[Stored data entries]
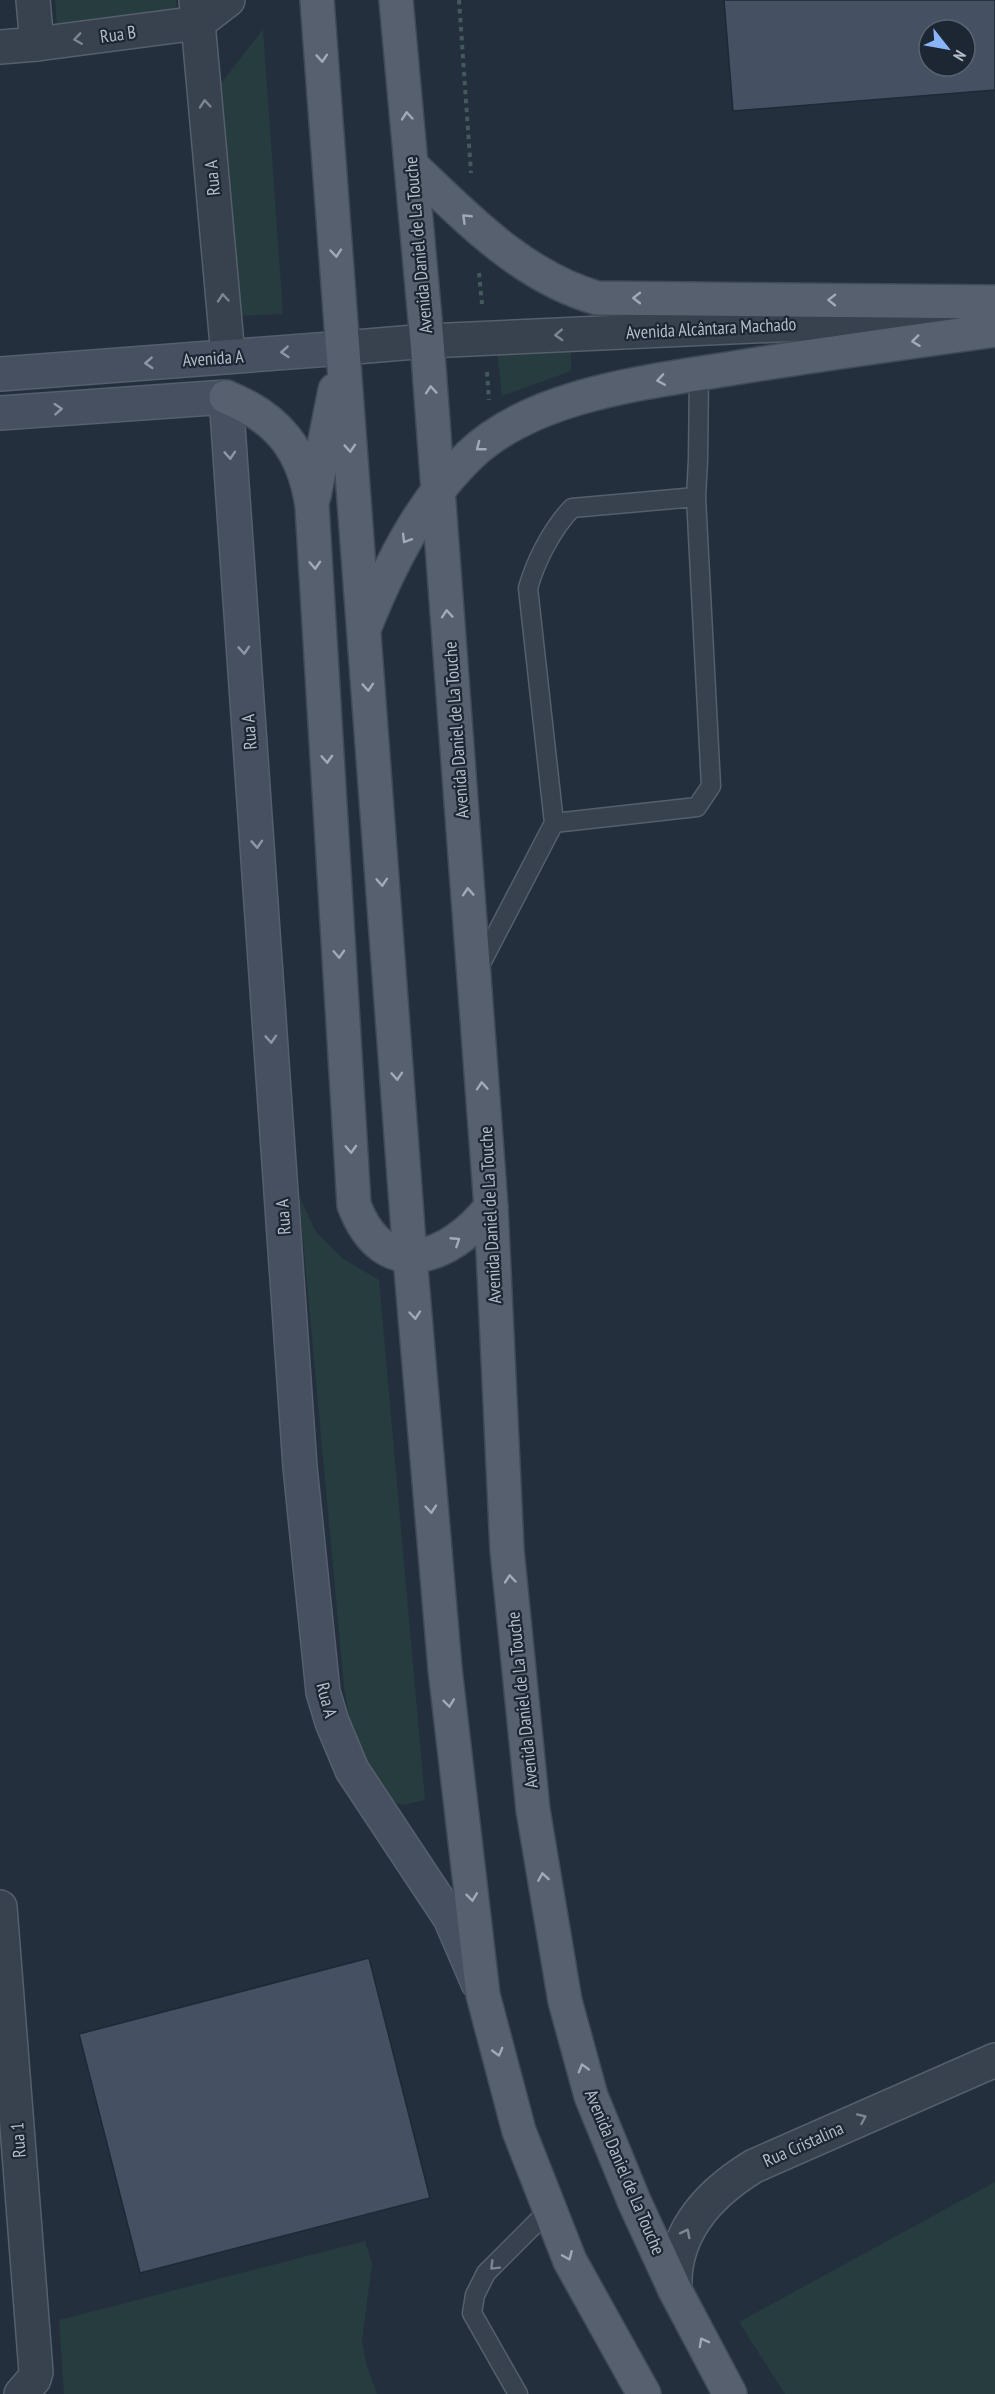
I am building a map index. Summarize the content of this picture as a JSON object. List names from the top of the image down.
{
  "streets": {
    "main road": ["Rua A", "Avenida Daniel de La Touche", "Avenida A"],
    "street": [
      "Rua B",
      "Avenida Alcântara Machado",
      "Rua 1",
      "Rua Cristalina"
    ]
  },
  "crossings": [
    ["Rua B", "Rua A"],
    ["Rua A", "Avenida A"],
    ["Avenida Daniel de La Touche", "Avenida Alcântara Machado"],
    ["Avenida Daniel de La Touche", "Avenida A"],
    ["Avenida Daniel de La Touche", "Rua Cristalina"],
    ["Avenida Alcântara Machado", "Avenida A"]
  ],
  "one_way": [
    "Rua B",
    "Avenida Alcântara Machado",
    "Avenida A",
    "Rua Cristalina"
  ],
  "north": "bottom right"
}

● **Task to complete**
Tally up how many lines in the records contain the string "Touche". Answer with that figure only.

● **Solution for this task**
4